This is not meant to be a "golden-age" piece. Some things "back then" were handled better. Some things were not. Some things were better more as a result of accidental circumstance than because of a "more caring" general society. I just know that, in the circumstance of growing up in the late seventies and eighties, I was allowed to be innocent a lot longer. (However, I will not leave this paragraph without noting that, in the interest of making things easy and profitable, virtually no consideration is being made, today, about what is "out there" and at our children's fingertips.

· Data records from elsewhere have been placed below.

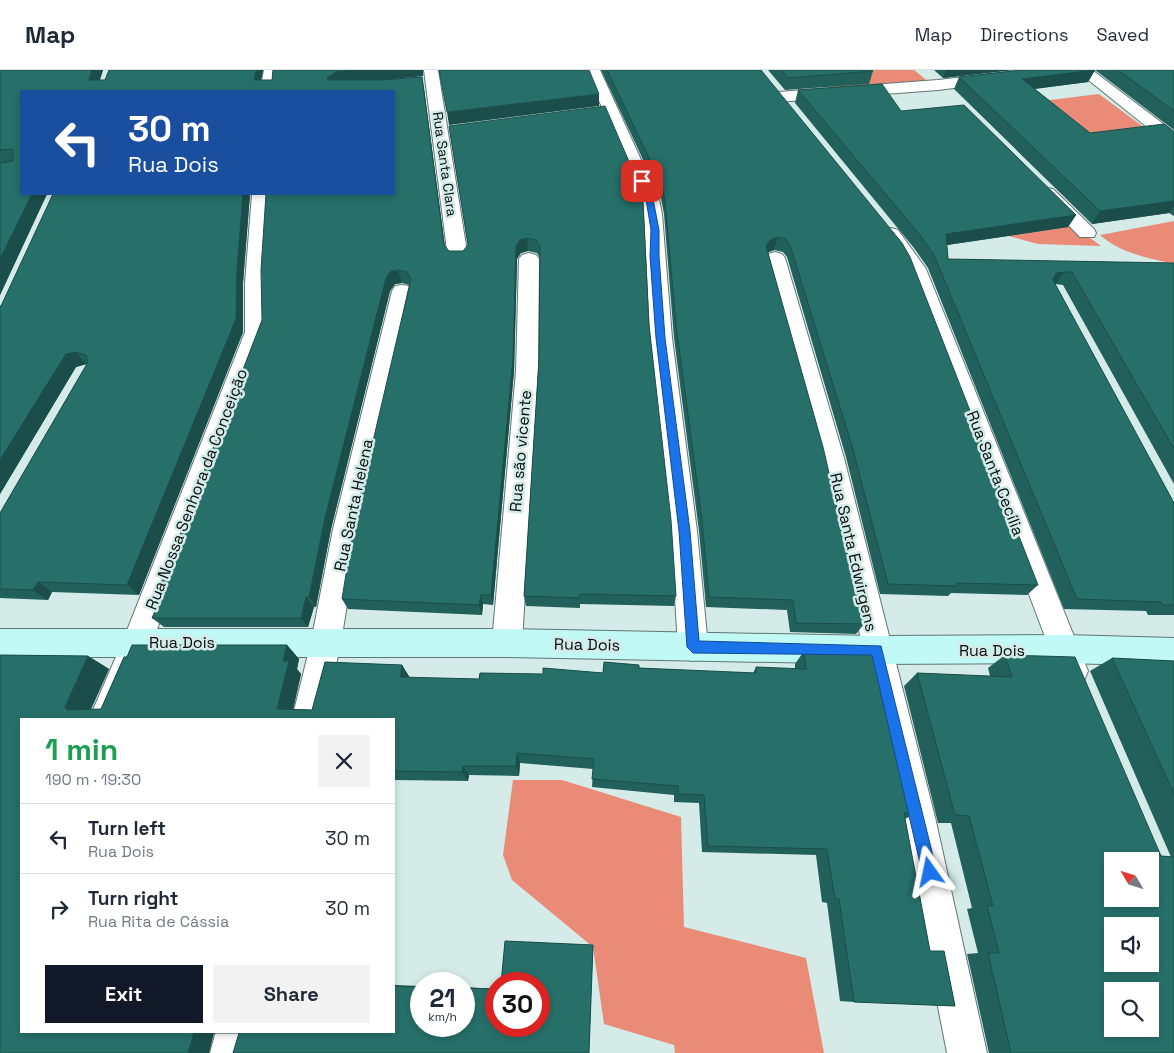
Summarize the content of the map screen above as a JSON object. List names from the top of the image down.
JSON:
{
  "streets": {
    "main road": ["Rua Dois"],
    "street": [
      "Rua Santa Clara",
      "Rua são vicente",
      "Rua Santa Cecília",
      "Rua Nossa Senhora da Conceição",
      "Rua Santa Helena",
      "Rua Santa Edwirgens"
    ]
  },
  "crossings": [
    ["Rua são vicente", "Rua Dois"],
    ["Rua Santa Cecília", "Rua Dois"],
    ["Rua Nossa Senhora da Conceição", "Rua Dois"],
    ["Rua Santa Helena", "Rua Dois"],
    ["Rua Santa Edwirgens", "Rua Dois"]
  ],
  "north": "top left",
  "page": {
    "header": "Map",
    "nav": ["Map", "Directions", "Saved"],
    "turn": ["30 m", "Rua Dois"],
    "heading": ["1 min", "190 m · 19:30"],
    "list": [
      {
        "name": "Turn left",
        "note": "Rua Dois",
        "value": "30 m"
      },
      {
        "name": "Turn right",
        "note": "Rua Rita de Cássia",
        "value": "30 m"
      }
    ],
    "buttons": ["Exit", "Share"],
    "speed": "21 km/h",
    "limit": "30"
  }
}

Maybe something negligent about our society that was always there is just oozing out more readily now.)

The fodder for the kind of dream my son had the other night was not in my proverbial wheelhouse. I was chased by mysterious shadows and taunted by pale faces of Disneyesque witches. I wound up in school in my underwear and I woke up palpitating and sweating, having dreamed the death of a loved-one...but images of intense gore and sentiments of sadism and naked evil were not an ingredients in my mental stew.

Let's not be too happy about the availability of information and the freedom of unfettered expression the present age gives us. In so many ways, it is the slow (horrifying) death of youthful innocence.

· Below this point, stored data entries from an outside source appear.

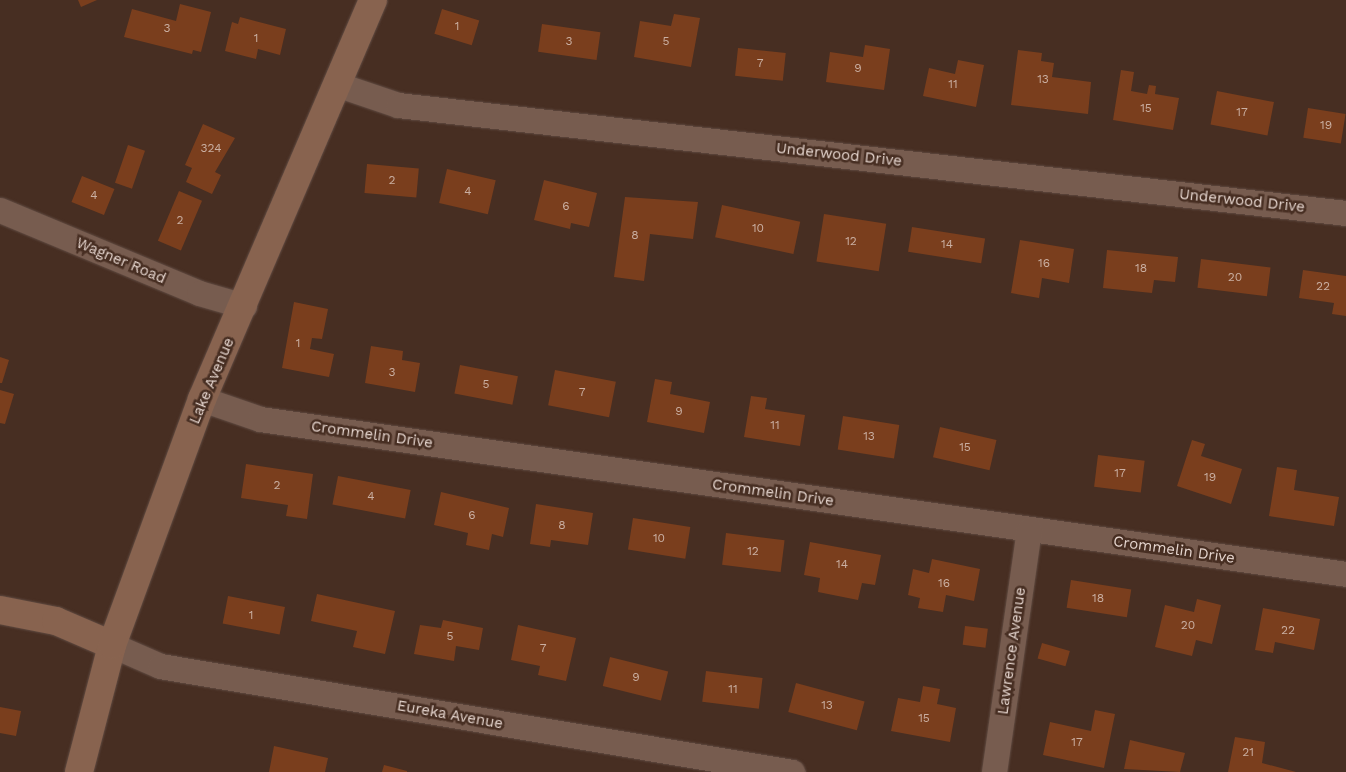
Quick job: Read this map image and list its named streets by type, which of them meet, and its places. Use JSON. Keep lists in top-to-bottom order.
{
  "streets": {
    "main road": ["Lake Avenue"],
    "street": [
      "Underwood Drive",
      "Wagner Road",
      "Crommelin Drive",
      "Lawrence Avenue",
      "Eureka Avenue"
    ]
  },
  "crossings": [
    ["Underwood Drive", "Lake Avenue"],
    ["Wagner Road", "Lake Avenue"],
    ["Lake Avenue", "Crommelin Drive"],
    ["Lake Avenue", "Eureka Avenue"],
    ["Crommelin Drive", "Lawrence Avenue"]
  ],
  "house_numbers": [
    "1",
    "3",
    "1",
    "3",
    "5",
    "7",
    "9",
    "13",
    "11",
    "15",
    "17",
    "19",
    "324",
    "2",
    "4",
    "4",
    "6",
    "2",
    "10",
    "8",
    "12",
    "14",
    "16",
    "18",
    "20",
    "22",
    "1",
    "3",
    "5",
    "7",
    "9",
    "11",
    "13",
    "15",
    "17",
    "19",
    "2",
    "4",
    "6",
    "8",
    "10",
    "12",
    "14",
    "16",
    "18",
    "1",
    "20",
    "22",
    "5",
    "7",
    "9",
    "11",
    "13",
    "15",
    "17",
    "21"
  ]
}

Wednesday, August 24, 2016

Real Beauty

Each morning, this summer, as I drive into school -- somewhere around 8:30, when the sun is at its most golden -- I see true beauty.

All business, in shorts and T-shirts, there goes a father, mother and son. All three of them are overweight, the son's round physique a perfect miniature of the father's, his hair just as sunrise red. The mother's hair sits high in an all-business bun.

They're there for a reason, make no mistake. They are out there to get in shape. They walk briskly and with purpose, each the others' most important person in some way. Each encouraging the other to keep going; to get healthy; to work off the weight. The son seems determined, even if he would prefer to be playing Minecraft, and he inevitably trails a bit behind with a stick (sword? light saber? bow?) in hand. The mother holds the father's hand -- or, rather, she holds gracefully, coquettishly, onto his outside two fingers. The mother walks a nearly imperceptible four inches ahead of her husband; they are side-by-side as a husband and wife should be, but she is leading -- she is the one who wakes her favorite lads up each morning and says, "Come on -- get your sneaks on."

Every day, without fail, they breathe in the leaf-dappled summer scents and take advantage of the slow-motion summer clock and incrementally work at changing their lives, step after step. It chokes me up every time.

There's no saccharine, greeting-card, joyful, everyone-in-white-on-the-beach false moment-capturing, here . There's sweat and inconvenience and sacrifice in their walk and in their posture. There's some inner-thought distance. But there's committment and total comfort of company. There's an "us-against the-world-ness." There's teamwork that no artificial team could ever approach. And, of course, there's love.

Is there anything, on Earth, more beautiful than a family?

Friday, December 11, 2015

The Uses of Humor

It's good to be funny. Funny can help in a lot of ways.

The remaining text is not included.